- [Recorded information]:
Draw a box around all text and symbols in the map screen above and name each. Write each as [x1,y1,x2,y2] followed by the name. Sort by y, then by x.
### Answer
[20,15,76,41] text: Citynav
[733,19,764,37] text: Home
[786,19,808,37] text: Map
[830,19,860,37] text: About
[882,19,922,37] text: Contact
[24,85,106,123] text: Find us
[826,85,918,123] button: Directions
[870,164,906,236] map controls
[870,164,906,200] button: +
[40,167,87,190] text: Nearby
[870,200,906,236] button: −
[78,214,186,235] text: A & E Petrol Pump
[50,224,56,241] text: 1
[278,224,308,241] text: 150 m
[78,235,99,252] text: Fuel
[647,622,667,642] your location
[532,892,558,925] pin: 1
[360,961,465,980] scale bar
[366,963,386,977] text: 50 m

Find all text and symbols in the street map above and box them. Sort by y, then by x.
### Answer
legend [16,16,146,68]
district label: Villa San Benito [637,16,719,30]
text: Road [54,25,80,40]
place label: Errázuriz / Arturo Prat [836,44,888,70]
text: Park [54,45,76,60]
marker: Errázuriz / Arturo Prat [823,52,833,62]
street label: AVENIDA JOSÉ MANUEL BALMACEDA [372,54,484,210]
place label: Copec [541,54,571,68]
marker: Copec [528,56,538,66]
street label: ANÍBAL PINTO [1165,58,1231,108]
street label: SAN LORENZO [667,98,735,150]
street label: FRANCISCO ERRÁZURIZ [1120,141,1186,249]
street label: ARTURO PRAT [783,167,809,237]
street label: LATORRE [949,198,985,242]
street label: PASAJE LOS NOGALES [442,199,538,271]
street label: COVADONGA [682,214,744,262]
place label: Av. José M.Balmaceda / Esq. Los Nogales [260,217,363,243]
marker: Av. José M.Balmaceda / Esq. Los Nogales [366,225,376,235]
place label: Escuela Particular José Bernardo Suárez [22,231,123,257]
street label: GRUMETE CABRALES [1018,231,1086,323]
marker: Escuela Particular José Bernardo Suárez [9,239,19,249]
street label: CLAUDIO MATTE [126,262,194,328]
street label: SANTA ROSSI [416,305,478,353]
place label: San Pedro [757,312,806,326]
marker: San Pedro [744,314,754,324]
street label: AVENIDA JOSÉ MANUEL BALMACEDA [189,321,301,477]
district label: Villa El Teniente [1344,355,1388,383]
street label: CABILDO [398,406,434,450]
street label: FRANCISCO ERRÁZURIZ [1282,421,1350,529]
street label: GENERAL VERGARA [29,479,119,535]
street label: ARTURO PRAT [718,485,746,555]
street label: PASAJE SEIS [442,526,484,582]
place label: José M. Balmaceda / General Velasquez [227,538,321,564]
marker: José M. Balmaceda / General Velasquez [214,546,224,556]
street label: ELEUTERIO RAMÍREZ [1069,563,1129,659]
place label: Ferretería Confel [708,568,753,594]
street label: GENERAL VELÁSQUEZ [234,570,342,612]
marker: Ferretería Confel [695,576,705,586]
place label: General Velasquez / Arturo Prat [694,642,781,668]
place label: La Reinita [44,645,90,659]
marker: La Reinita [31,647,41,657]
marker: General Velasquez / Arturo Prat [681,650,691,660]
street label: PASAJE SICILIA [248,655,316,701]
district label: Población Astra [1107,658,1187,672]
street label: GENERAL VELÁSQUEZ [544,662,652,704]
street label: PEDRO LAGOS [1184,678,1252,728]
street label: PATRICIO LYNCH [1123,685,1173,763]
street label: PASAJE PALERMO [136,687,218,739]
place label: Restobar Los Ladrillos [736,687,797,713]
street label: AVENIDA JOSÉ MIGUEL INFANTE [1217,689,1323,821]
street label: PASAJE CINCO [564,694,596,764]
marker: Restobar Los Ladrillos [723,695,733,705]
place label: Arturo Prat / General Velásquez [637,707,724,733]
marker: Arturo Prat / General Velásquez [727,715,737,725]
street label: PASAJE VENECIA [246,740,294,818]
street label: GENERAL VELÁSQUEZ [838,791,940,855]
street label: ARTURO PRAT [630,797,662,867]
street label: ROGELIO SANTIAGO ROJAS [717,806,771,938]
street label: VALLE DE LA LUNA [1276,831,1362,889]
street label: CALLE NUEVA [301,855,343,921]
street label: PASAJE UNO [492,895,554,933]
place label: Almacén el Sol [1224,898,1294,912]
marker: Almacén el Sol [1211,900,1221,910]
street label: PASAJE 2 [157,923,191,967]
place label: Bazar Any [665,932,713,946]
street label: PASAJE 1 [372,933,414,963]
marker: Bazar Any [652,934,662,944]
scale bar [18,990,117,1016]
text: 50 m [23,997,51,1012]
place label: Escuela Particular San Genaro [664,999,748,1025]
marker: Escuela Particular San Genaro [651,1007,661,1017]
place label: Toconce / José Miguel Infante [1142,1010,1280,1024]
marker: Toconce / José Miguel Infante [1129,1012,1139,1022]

- [Task prompt]: An exact copy of every entry is the expected result.

- [Your solution]:
Draw a box around all text and symbols in the map screen above and name each. Write each as [x1,y1,x2,y2] followed by the name. Sort by y, then by x.
### Answer
[20,15,76,41] text: Citynav
[733,19,764,37] text: Home
[786,19,808,37] text: Map
[830,19,860,37] text: About
[882,19,922,37] text: Contact
[24,85,106,123] text: Find us
[826,85,918,123] button: Directions
[870,164,906,236] map controls
[870,164,906,200] button: +
[40,167,87,190] text: Nearby
[870,200,906,236] button: −
[78,214,186,235] text: A & E Petrol Pump
[50,224,56,241] text: 1
[278,224,308,241] text: 150 m
[78,235,99,252] text: Fuel
[647,622,667,642] your location
[532,892,558,925] pin: 1
[360,961,465,980] scale bar
[366,963,386,977] text: 50 m

Find all text and symbols in the street map above and box them. Sort by y, then by x.
### Answer
legend [16,16,146,68]
district label: Villa San Benito [637,16,719,30]
text: Road [54,25,80,40]
place label: Errázuriz / Arturo Prat [836,44,888,70]
text: Park [54,45,76,60]
marker: Errázuriz / Arturo Prat [823,52,833,62]
street label: AVENIDA JOSÉ MANUEL BALMACEDA [372,54,484,210]
place label: Copec [541,54,571,68]
marker: Copec [528,56,538,66]
street label: ANÍBAL PINTO [1165,58,1231,108]
street label: SAN LORENZO [667,98,735,150]
street label: FRANCISCO ERRÁZURIZ [1120,141,1186,249]
street label: ARTURO PRAT [783,167,809,237]
street label: LATORRE [949,198,985,242]
street label: PASAJE LOS NOGALES [442,199,538,271]
street label: COVADONGA [682,214,744,262]
place label: Av. José M.Balmaceda / Esq. Los Nogales [260,217,363,243]
marker: Av. José M.Balmaceda / Esq. Los Nogales [366,225,376,235]
place label: Escuela Particular José Bernardo Suárez [22,231,123,257]
street label: GRUMETE CABRALES [1018,231,1086,323]
marker: Escuela Particular José Bernardo Suárez [9,239,19,249]
street label: CLAUDIO MATTE [126,262,194,328]
street label: SANTA ROSSI [416,305,478,353]
place label: San Pedro [757,312,806,326]
marker: San Pedro [744,314,754,324]
street label: AVENIDA JOSÉ MANUEL BALMACEDA [189,321,301,477]
district label: Villa El Teniente [1344,355,1388,383]
street label: CABILDO [398,406,434,450]
street label: FRANCISCO ERRÁZURIZ [1282,421,1350,529]
street label: GENERAL VERGARA [29,479,119,535]
street label: ARTURO PRAT [718,485,746,555]
street label: PASAJE SEIS [442,526,484,582]
place label: José M. Balmaceda / General Velasquez [227,538,321,564]
marker: José M. Balmaceda / General Velasquez [214,546,224,556]
street label: ELEUTERIO RAMÍREZ [1069,563,1129,659]
place label: Ferretería Confel [708,568,753,594]
street label: GENERAL VELÁSQUEZ [234,570,342,612]
marker: Ferretería Confel [695,576,705,586]
place label: General Velasquez / Arturo Prat [694,642,781,668]
place label: La Reinita [44,645,90,659]
marker: La Reinita [31,647,41,657]
marker: General Velasquez / Arturo Prat [681,650,691,660]
street label: PASAJE SICILIA [248,655,316,701]
district label: Población Astra [1107,658,1187,672]
street label: GENERAL VELÁSQUEZ [544,662,652,704]
street label: PEDRO LAGOS [1184,678,1252,728]
street label: PATRICIO LYNCH [1123,685,1173,763]
street label: PASAJE PALERMO [136,687,218,739]
place label: Restobar Los Ladrillos [736,687,797,713]
street label: AVENIDA JOSÉ MIGUEL INFANTE [1217,689,1323,821]
street label: PASAJE CINCO [564,694,596,764]
marker: Restobar Los Ladrillos [723,695,733,705]
place label: Arturo Prat / General Velásquez [637,707,724,733]
marker: Arturo Prat / General Velásquez [727,715,737,725]
street label: PASAJE VENECIA [246,740,294,818]
street label: GENERAL VELÁSQUEZ [838,791,940,855]
street label: ARTURO PRAT [630,797,662,867]
street label: ROGELIO SANTIAGO ROJAS [717,806,771,938]
street label: VALLE DE LA LUNA [1276,831,1362,889]
street label: CALLE NUEVA [301,855,343,921]
street label: PASAJE UNO [492,895,554,933]
place label: Almacén el Sol [1224,898,1294,912]
marker: Almacén el Sol [1211,900,1221,910]
street label: PASAJE 2 [157,923,191,967]
place label: Bazar Any [665,932,713,946]
street label: PASAJE 1 [372,933,414,963]
marker: Bazar Any [652,934,662,944]
scale bar [18,990,117,1016]
text: 50 m [23,997,51,1012]
place label: Escuela Particular San Genaro [664,999,748,1025]
marker: Escuela Particular San Genaro [651,1007,661,1017]
place label: Toconce / José Miguel Infante [1142,1010,1280,1024]
marker: Toconce / José Miguel Infante [1129,1012,1139,1022]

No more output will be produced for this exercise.